Download or read book Basic Statistical Methods and Models for the Sciences written by Judah Rosenblatt and published by CRC Press. This book was released on 2017-07-12 with total page 298 pages. Available in PDF, EPUB and Kindle. Book excerpt: The use of statistics in biology, medicine, engineering, and the sciences has grown dramatically in recent years and having a basic background in the subject has become a near necessity for students and researchers in these fields. Although many introductory statistics books already exist, too often their focus leans towards theory and few help readers gain effective experience in using a standard statistical software package. Designed to be used in a first course for graduate or upper-level undergraduate students, Basic Statistical Methods and Models builds a practical foundation in the use of statistical tools and imparts a clear understanding of their underlying assumptions and limitations. Without getting bogged down in proofs and derivations, thorough discussions help readers understand why the stated methods and results are reasonable. The use of the statistical software Minitab is integrated throughout the book, giving readers valuable experience with computer simulation and problem-solving techniques. The author focuses on applications and the models appropriate to each problem while emphasizing Monte Carlo methods, the Central Limit Theorem, confidence intervals, and power functions. The text assumes that readers have some degree of maturity in mathematics, but it does not require the use of calculus. This, along with its very clear explanations, generous number of exercises, and demonstrations of the extensive uses of statistics in diverse areas applications make Basic Statistical Methods and Models highly accessible to students in a wide range of disciplines.
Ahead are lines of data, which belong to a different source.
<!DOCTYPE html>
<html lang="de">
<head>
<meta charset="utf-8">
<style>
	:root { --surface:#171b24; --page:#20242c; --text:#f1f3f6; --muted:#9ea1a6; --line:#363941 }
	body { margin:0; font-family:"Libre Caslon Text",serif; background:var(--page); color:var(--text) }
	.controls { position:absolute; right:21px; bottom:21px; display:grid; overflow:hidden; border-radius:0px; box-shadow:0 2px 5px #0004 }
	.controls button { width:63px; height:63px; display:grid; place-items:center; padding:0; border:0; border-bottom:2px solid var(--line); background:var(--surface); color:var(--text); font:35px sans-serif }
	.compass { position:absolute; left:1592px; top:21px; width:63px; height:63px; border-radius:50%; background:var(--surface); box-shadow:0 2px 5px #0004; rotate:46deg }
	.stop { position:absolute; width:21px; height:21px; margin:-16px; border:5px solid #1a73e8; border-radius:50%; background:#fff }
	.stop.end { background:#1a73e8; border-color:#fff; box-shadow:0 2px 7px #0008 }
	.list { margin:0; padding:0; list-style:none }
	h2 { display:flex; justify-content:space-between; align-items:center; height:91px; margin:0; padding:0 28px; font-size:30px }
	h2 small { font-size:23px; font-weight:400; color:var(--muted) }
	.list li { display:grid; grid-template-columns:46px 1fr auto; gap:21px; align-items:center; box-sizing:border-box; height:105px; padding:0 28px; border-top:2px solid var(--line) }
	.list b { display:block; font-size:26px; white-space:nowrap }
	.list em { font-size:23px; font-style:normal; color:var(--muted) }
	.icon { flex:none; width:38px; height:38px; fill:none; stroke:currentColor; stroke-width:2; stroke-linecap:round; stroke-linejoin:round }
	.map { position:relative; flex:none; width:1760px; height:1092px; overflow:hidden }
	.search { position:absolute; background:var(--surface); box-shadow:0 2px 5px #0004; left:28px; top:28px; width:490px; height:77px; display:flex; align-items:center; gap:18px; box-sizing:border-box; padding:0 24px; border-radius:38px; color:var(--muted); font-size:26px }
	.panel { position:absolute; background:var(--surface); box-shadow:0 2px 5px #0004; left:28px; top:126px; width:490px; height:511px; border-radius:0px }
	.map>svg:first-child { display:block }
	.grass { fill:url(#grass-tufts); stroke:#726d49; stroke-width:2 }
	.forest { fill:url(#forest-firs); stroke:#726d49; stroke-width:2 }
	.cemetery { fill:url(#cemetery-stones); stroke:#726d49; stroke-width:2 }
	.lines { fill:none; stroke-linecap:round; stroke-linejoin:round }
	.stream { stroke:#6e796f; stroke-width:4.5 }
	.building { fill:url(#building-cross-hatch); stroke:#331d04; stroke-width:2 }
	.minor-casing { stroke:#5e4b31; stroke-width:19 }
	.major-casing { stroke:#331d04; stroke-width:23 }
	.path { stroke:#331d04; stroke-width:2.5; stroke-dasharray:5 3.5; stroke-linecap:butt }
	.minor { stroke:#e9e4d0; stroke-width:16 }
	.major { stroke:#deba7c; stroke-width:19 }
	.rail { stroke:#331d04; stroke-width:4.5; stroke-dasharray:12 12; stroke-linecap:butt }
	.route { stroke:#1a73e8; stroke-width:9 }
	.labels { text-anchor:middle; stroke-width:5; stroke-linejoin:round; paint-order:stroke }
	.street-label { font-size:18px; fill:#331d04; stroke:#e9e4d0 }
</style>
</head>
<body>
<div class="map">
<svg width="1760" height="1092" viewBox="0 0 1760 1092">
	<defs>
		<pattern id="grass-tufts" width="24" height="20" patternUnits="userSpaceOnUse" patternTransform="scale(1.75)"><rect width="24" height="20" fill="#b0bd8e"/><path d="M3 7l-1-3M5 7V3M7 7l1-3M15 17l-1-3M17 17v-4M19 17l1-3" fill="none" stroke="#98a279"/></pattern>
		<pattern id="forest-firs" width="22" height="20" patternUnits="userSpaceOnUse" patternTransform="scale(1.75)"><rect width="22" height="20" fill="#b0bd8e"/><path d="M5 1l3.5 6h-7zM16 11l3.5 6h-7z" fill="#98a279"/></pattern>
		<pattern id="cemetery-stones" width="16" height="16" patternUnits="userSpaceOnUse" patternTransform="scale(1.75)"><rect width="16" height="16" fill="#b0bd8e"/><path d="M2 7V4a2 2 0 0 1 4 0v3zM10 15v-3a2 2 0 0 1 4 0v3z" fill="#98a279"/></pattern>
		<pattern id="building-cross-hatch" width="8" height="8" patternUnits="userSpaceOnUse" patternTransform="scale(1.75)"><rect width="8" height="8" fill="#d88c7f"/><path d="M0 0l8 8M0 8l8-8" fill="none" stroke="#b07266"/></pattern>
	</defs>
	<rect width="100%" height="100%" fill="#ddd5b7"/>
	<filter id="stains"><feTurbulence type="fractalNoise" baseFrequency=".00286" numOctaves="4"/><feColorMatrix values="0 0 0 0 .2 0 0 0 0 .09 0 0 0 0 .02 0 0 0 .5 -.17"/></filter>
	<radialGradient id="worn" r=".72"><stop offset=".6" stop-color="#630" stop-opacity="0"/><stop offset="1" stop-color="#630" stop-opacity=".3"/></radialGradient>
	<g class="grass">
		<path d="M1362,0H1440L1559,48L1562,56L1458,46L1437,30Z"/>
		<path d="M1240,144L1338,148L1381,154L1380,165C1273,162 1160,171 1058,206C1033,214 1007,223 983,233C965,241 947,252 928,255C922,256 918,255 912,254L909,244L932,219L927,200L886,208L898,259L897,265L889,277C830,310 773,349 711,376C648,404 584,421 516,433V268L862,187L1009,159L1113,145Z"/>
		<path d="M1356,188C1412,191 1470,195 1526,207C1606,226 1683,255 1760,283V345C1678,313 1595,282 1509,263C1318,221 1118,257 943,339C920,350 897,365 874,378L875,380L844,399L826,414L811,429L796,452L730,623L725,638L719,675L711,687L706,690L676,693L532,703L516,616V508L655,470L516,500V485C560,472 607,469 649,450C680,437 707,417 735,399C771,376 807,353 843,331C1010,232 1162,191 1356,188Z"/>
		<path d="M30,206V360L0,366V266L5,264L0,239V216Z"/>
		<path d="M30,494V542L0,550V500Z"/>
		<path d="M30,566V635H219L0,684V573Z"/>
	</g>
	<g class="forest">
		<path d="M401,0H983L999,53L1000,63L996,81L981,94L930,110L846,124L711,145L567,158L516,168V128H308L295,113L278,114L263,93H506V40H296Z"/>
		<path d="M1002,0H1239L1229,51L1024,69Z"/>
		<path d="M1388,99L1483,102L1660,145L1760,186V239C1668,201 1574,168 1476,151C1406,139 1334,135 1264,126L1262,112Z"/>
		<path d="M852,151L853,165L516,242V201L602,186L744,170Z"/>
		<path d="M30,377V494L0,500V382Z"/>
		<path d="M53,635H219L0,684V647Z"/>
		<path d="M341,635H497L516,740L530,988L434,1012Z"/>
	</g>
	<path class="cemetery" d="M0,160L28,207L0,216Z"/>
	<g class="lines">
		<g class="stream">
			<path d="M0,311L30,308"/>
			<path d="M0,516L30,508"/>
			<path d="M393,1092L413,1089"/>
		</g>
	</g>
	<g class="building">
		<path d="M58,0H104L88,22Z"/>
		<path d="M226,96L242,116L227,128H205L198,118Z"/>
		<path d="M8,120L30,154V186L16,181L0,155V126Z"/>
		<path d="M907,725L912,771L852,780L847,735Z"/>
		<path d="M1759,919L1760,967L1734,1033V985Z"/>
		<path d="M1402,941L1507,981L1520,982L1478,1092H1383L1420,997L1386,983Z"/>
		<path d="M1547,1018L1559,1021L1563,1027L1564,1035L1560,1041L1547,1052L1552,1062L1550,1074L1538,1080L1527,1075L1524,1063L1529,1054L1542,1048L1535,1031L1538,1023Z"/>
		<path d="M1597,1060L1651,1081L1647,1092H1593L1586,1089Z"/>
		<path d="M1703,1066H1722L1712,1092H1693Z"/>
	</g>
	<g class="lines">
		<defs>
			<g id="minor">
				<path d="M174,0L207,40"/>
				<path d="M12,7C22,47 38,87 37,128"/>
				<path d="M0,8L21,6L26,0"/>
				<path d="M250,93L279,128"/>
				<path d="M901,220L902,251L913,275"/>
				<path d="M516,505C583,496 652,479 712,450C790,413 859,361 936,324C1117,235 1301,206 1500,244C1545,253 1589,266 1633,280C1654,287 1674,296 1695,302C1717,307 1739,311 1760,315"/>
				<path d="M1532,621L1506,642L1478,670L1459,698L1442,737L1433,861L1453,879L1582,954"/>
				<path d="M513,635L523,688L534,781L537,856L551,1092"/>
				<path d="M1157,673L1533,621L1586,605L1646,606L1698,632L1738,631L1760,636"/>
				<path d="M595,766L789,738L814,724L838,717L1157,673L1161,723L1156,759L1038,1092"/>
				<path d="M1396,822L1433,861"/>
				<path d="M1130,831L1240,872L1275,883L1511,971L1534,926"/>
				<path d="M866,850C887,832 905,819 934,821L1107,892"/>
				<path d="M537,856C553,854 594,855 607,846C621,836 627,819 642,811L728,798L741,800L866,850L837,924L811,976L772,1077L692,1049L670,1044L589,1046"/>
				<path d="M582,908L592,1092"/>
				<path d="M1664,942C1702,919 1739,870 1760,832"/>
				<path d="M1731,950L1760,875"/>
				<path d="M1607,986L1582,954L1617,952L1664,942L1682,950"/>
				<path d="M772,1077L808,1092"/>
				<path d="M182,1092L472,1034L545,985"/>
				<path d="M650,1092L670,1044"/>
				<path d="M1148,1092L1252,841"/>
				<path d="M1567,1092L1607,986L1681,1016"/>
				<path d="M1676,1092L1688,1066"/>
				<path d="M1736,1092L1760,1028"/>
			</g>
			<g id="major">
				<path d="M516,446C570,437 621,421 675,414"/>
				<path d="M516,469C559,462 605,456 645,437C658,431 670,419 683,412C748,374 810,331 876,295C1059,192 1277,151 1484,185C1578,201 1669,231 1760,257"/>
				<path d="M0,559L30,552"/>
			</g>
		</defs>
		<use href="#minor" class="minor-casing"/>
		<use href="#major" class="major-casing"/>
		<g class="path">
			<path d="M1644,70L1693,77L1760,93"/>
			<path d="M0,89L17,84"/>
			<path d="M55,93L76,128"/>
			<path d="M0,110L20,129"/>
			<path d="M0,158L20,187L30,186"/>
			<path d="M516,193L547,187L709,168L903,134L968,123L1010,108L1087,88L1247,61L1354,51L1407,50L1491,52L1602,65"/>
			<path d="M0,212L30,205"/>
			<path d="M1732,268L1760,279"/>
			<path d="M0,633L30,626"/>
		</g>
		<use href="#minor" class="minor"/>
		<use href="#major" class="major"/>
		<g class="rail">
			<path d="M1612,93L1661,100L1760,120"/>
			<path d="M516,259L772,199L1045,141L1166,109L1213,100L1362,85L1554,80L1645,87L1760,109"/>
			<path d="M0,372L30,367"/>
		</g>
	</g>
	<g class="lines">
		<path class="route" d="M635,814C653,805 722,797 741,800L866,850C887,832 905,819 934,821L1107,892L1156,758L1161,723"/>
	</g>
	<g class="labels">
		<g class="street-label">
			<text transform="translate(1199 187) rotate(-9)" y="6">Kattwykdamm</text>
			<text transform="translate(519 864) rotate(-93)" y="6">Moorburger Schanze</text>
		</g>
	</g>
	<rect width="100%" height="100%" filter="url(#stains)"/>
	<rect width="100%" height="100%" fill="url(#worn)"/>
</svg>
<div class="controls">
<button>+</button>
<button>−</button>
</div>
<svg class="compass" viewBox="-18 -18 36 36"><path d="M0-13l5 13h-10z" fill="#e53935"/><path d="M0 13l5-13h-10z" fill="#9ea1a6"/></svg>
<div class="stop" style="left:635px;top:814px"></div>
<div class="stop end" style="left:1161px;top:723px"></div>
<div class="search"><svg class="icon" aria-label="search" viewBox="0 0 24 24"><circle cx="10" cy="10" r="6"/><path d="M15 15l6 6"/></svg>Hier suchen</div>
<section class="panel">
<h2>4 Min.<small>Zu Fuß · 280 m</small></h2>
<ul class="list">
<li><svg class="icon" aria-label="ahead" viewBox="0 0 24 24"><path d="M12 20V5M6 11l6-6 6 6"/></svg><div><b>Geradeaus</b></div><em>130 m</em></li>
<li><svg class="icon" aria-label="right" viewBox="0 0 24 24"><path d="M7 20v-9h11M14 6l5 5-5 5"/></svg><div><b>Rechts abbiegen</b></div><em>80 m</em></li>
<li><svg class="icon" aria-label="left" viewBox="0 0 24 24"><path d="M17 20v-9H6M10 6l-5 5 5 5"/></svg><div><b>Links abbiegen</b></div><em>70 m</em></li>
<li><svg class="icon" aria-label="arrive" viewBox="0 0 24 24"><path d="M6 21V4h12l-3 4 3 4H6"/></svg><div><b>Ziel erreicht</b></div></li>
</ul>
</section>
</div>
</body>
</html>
Book Mathematical Statistics with Applications

Download or read book Mathematical Statistics with Applications written by William Mendenhall and published by Brooks/Cole. This book was released on 1973 with total page 676 pages. Available in PDF, EPUB and Kindle. Book excerpt:

Book NBS Special Publication

Download or read book NBS Special Publication written by and published by . This book was released on 1978 with total page 476 pages. Available in PDF, EPUB and Kindle. Book excerpt:

Book Resources in Education

Download or read book Resources in Education written by and published by . This book was released on 1998 with total page 332 pages. Available in PDF, EPUB and Kindle. Book excerpt:

Book An Introduction to Statistical Learning

Download or read book An Introduction to Statistical Learning written by Gareth James and published by Springer Nature. This book was released on 2023-08-01 with total page 617 pages. Available in PDF, EPUB and Kindle. Book excerpt: An Introduction to Statistical Learning provides an accessible overview of the field of statistical learning, an essential toolset for making sense of the vast and complex data sets that have emerged in fields ranging from biology to finance, marketing, and astrophysics in the past twenty years. This book presents some of the most important modeling and prediction techniques, along with relevant applications. Topics include linear regression, classification, resampling methods, shrinkage approaches, tree-based methods, support vector machines, clustering, deep learning, survival analysis, multiple testing, and more. Color graphics and real-world examples are used to illustrate the methods presented. This book is targeted at statisticians and non-statisticians alike, who wish to use cutting-edge statistical learning techniques to analyze their data. Four of the authors co-wrote An Introduction to Statistical Learning, With Applications in R (ISLR), which has become a mainstay of undergraduate and graduate classrooms worldwide, as well as an important reference book for data scientists. One of the keys to its success was that each chapter contains a tutorial on implementing the analyses and methods presented in the R scientific computing environment. However, in recent years Python has become a popular language for data science, and there has been increasing demand for a Python-based alternative to ISLR. Hence, this book (ISLP) covers the same materials as ISLR but with labs implemented in Python. These labs will be useful both for Python novices, as well as experienced users.